While application-layer projects can monetize users directly, many teams building security infrastructure operate more like public goods, where the broader ecosystem benefits from their work even when direct business incentives remain limited. As Ethereum has faced repeated phishing attacks, wallet exploits, smart contract vulnerabilities, and infrastructure risks over the years, the need to support builders developing preventative security tooling has become more evident than ever.
This is where Quadratic Funding and Security DAOs come into play. In 2026, Ethereum’s ecosystem is experimenting with new community-driven funding approaches that aim to support public goods and security infrastructure more sustainably.

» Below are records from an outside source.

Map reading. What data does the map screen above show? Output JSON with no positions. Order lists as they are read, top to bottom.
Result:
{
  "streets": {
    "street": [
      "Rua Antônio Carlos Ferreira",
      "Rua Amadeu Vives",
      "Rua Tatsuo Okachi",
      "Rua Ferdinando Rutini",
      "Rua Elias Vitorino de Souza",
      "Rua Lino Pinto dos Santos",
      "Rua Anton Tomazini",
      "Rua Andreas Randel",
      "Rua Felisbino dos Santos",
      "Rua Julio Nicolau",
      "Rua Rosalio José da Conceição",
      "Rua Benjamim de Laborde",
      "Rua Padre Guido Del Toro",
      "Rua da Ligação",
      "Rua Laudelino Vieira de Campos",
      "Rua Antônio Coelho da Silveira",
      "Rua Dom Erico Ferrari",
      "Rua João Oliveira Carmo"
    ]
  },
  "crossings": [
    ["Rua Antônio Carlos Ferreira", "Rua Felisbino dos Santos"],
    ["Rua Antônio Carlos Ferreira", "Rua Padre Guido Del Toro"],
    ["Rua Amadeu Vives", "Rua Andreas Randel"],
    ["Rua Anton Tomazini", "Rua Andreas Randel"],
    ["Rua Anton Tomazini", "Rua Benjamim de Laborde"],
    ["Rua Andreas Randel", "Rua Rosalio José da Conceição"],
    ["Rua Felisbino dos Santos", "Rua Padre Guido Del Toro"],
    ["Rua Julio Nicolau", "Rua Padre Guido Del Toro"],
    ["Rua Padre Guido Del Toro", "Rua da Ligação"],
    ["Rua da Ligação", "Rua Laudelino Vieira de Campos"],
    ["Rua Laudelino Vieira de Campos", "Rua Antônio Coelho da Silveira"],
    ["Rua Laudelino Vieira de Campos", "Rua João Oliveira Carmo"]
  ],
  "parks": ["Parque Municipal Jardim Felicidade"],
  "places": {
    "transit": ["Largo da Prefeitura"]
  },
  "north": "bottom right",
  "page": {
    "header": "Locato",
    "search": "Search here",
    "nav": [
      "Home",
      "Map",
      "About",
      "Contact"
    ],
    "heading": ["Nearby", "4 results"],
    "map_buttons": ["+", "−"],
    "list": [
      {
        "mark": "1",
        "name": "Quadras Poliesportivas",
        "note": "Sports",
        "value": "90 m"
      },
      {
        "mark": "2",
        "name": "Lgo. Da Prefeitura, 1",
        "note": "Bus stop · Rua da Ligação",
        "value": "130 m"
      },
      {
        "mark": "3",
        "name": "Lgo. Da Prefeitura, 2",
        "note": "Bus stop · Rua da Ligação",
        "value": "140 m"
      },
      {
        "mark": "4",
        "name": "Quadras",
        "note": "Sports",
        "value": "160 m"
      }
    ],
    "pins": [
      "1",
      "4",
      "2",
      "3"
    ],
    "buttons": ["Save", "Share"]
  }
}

- Giveth's QF with TheDAO Security
- What is Quadratic Funding
- How a Quadratic Funding Round Works
- Why Fund Security Tooling?
- Quadratic Funding as the Solution
- TheDAO Origin story
- Giveth Platform & Mechanisms
- Projects Securing Ethereum
- Challenges & Mitigations
Giveth's QF with TheDAO Security
The Ethereum Security Quadratic Funding Round is currently live on Giveth, bringing together nearly 100 projects focused on improving the ecosystem. This first-of-its-kind round features a 500-ETH matching pool (over $1M) running from April 23, 2026, to May 15, 2026.
Unlike traditional grant programs, this round is not just about distributing funds. It is about testing a fundamentally different way of allocating resources based on collective belief. To make Ethereum more secure, the ecosystem is encouraging more people to build tools and share ideas that can find problems early.
This is possible because of public goods funding, especially when combined with Quadratic Funding (QF) for Ethereum security. Instead of relying on a few big donors, this system lets many people with small contributions decide what to fund, making security a shared effort across the community.

What is Quadratic Funding
Quadratic Funding (QF) is a way to fund projects beyond donations alone. It uses a "matching pool" and distributes it based on participation, which means how many people support a project, not just how much money is donated to a project.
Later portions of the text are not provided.